Collected data
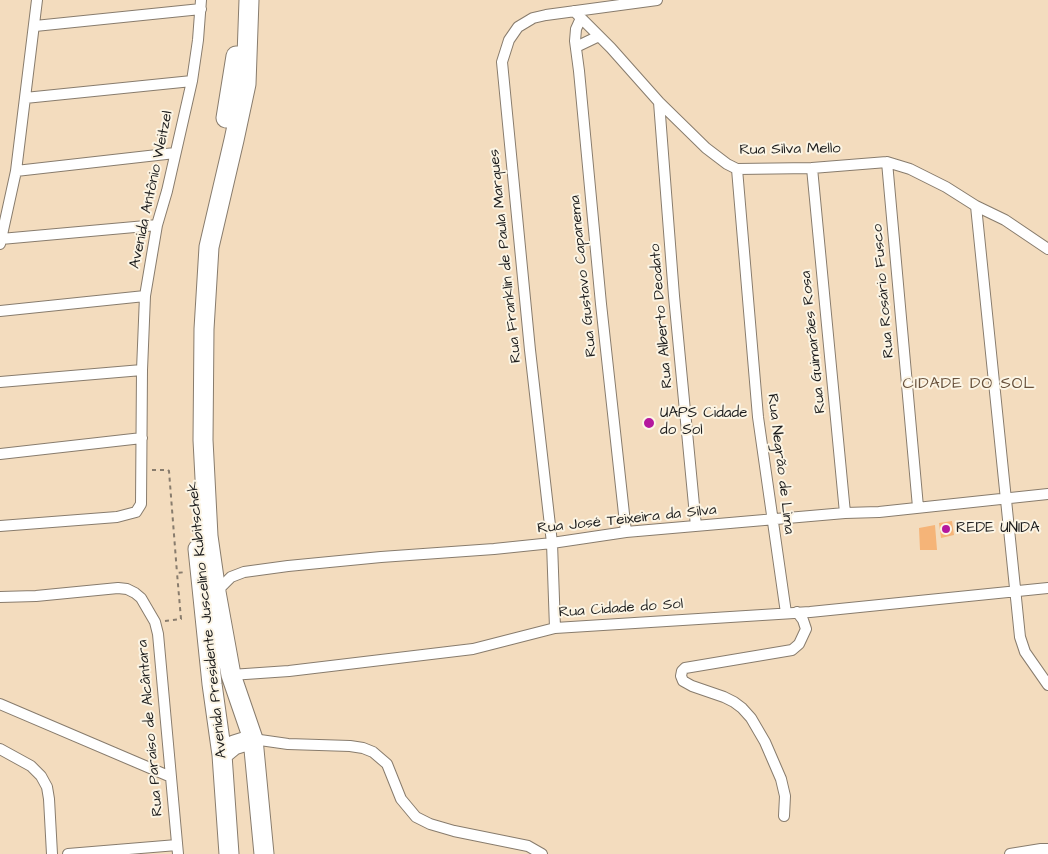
<!DOCTYPE html>
<html>
<head>
<meta charset="utf-8">
<style>
  body { margin:0 }
  canvas { display:block; background:#f3dcbe }
</style>
</head>
<body>
<canvas width="1048" height="854"></canvas>
<script>
const g = document.querySelector('canvas').getContext('2d');
g.lineJoin = 'round';
function fillPath(path, color) { g.fillStyle = color; g.fill(path, 'evenodd'); }
const poly = rows => new Path2D(rows.map(r => 'M' + r).join(''));
function stroke(path, color, width, dash) { g.strokeStyle = color; g.lineWidth = width; g.lineCap = dash ? 'butt' : 'round'; g.setLineDash(dash || []); g.stroke(path); }
function write(font, color, halo, rows, align = 'center') {
  g.font = font + ' "Architects Daughter",sans-serif'; g.lineWidth = 4; g.setLineDash([]); g.textBaseline = 'middle'; g.strokeStyle = halo; g.fillStyle = color; for (const [text, x, y, turn = 0] of rows) {
    g.save(); g.translate(x, y); g.rotate((+turn || 0) * Math.PI / 180); g.textAlign = isNaN(turn) ? turn : align; if (halo) g.strokeText(text, 0, 0); g.fillText(text, 0, 0); g.restore();
  }
}
const building = poly([
  [952,521,954,535,941,538,939,523],
  [935,525,937,550,920,550,919,528]
]);
const path = poly([
  [152,470,168,470,169,471,177,573],
  [165,621,181,619,177,573,186,572]
]);
const street = poly([
  [574,11,611,48,659,102,706,148,727,164,737,169,812,168,887,162,910,169,946,187,976,206,1005,220,1048,249],
  [581,18,576,29,575,41,579,71,601,304,626,532],
  [35,26,201,9],
  [576,47,599,36],
  [25,98,192,81],
  [659,102,674,296,696,526],
  [887,162,918,507],
  [812,168,845,513],
  [737,169,758,417,786,613],
  [16,171,175,153],
  [976,206,1020,637,1025,652,1048,685],
  [1,239,157,225],
  [0,244,16,171,37,0],
  [0,311,145,296],
  [0,382,142,370],
  [0,454,142,438],
  [0,526,117,517,136,512,141,504,142,370,145,296,157,225,167,191,192,81,198,40,201,0],
  [216,592,231,577,244,572,288,566,381,557,494,549,552,543,626,532,845,513,879,512,1048,494],
  [0,597,36,596,118,588,127,589,135,593,141,598,155,622,158,634,178,854],
  [555,628,552,543,530,350,502,62,509,40,518,27,533,18,546,15,657,0],
  [231,675,289,671,473,649,555,628,810,612,1048,588],
  [0,704,171,777],
  [253,739,288,744,350,746,363,748,373,752,387,764,401,799,416,817,430,824,454,831,528,846,542,854],
  [0,749,31,766,41,776,47,787,49,799,52,854],
  [784,816,785,796,781,779,765,742,751,718,742,708,734,702,724,697,692,686,683,681,681,676,682,671,685,668,792,650,799,644,806,629,803,620,797,612],
  [68,854,177,845],
  [1010,854,1041,849,1048,849]
]);
const highway = poly([
  [249,0,246,84,234,140,209,247,204,329,203,440,208,536,216,592,231,675,253,739,264,854],
  [226,118,236,56],
  [198,549,212,684,222,755,229,854],
  [222,755,234,745,253,739]
]);
const markers = [
  [649,423,6,"#b5179e"],
  [946,529,5,"#b5179e"]
];
const streetNames = [
  ["Rua Silva Mello",790,150,-1],
  ["Avenida Antônio Weitzel",152,190,-78],
  ["Rua Franklin de Paula Marques",506,256,-96],
  ["Rua Gustavo Capanema",584,276,-96],
  ["Rua Rosário Fusco",884,291,-95],
  ["Rua Alberto Deodato",662,316,-95],
  ["Rua Guimarães Rosa",814,342,-96],
  ["Rua Negrão de Lima",780,464,83],
  ["Rua José Teixeira da Silva",627,520,-6],
  ["Rua Cidade do Sol",621,609,-4],
  ["Avenida Presidente Juscelino Kubitschek",208,620,-96],
  ["Rua Paraíso de Alcântara",151,728,-95]
];
const poiNames = [
  ["UAPS Cidade",660,414],
  ["do Sol",660,431],
  ["REDE UNIDA",956,529]
];
const neighbourhoodNames = [
  ["CIDADE DO SOL",969,385]
];
fillPath(building, '#f5b478');
stroke(street, '#887c6d', 12);
stroke(highway, '#887c6d', 21);
stroke(path, '#887c6d', 2, [4, 4]);
stroke(street, '#fff', 10);
stroke(highway, '#fff', 19);
for (const [x, y, r, color] of markers) { const dot = new Path2D(); dot.arc(x, y, r, 0, 2 * Math.PI); g.fillStyle = color; g.fill(dot); stroke(dot, '#fcf5e5', 2); }
write('15px', '#1c1c1c', '#fcf5e5', streetNames);
write('15px', '#1c1c1c', '#fcf5e5', poiNames, 'left');
g.letterSpacing = '1px';
write('16px', '#68513c', '#fcf5e5', neighbourhoodNames);
g.letterSpacing = '0px';
</script>
</body>
</html>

AIM OF THE TASK
Report every line of the data in which "setLineDash" appears.

SOLUTION TO THIS PROBLEM
function stroke(path, color, width, dash) { g.strokeStyle = color; g.lineWidth = width; g.lineCap = dash ? 'butt' : 'round'; g.setLineDash(dash || []); g.stroke(path); }
  g.font = font + ' "Architects Daughter",sans-serif'; g.lineWidth = 4; g.setLineDash([]); g.textBaseline = 'middle'; g.strokeStyle = halo; g.fillStyle = color; for (const [text, x, y, turn = 0] of rows) {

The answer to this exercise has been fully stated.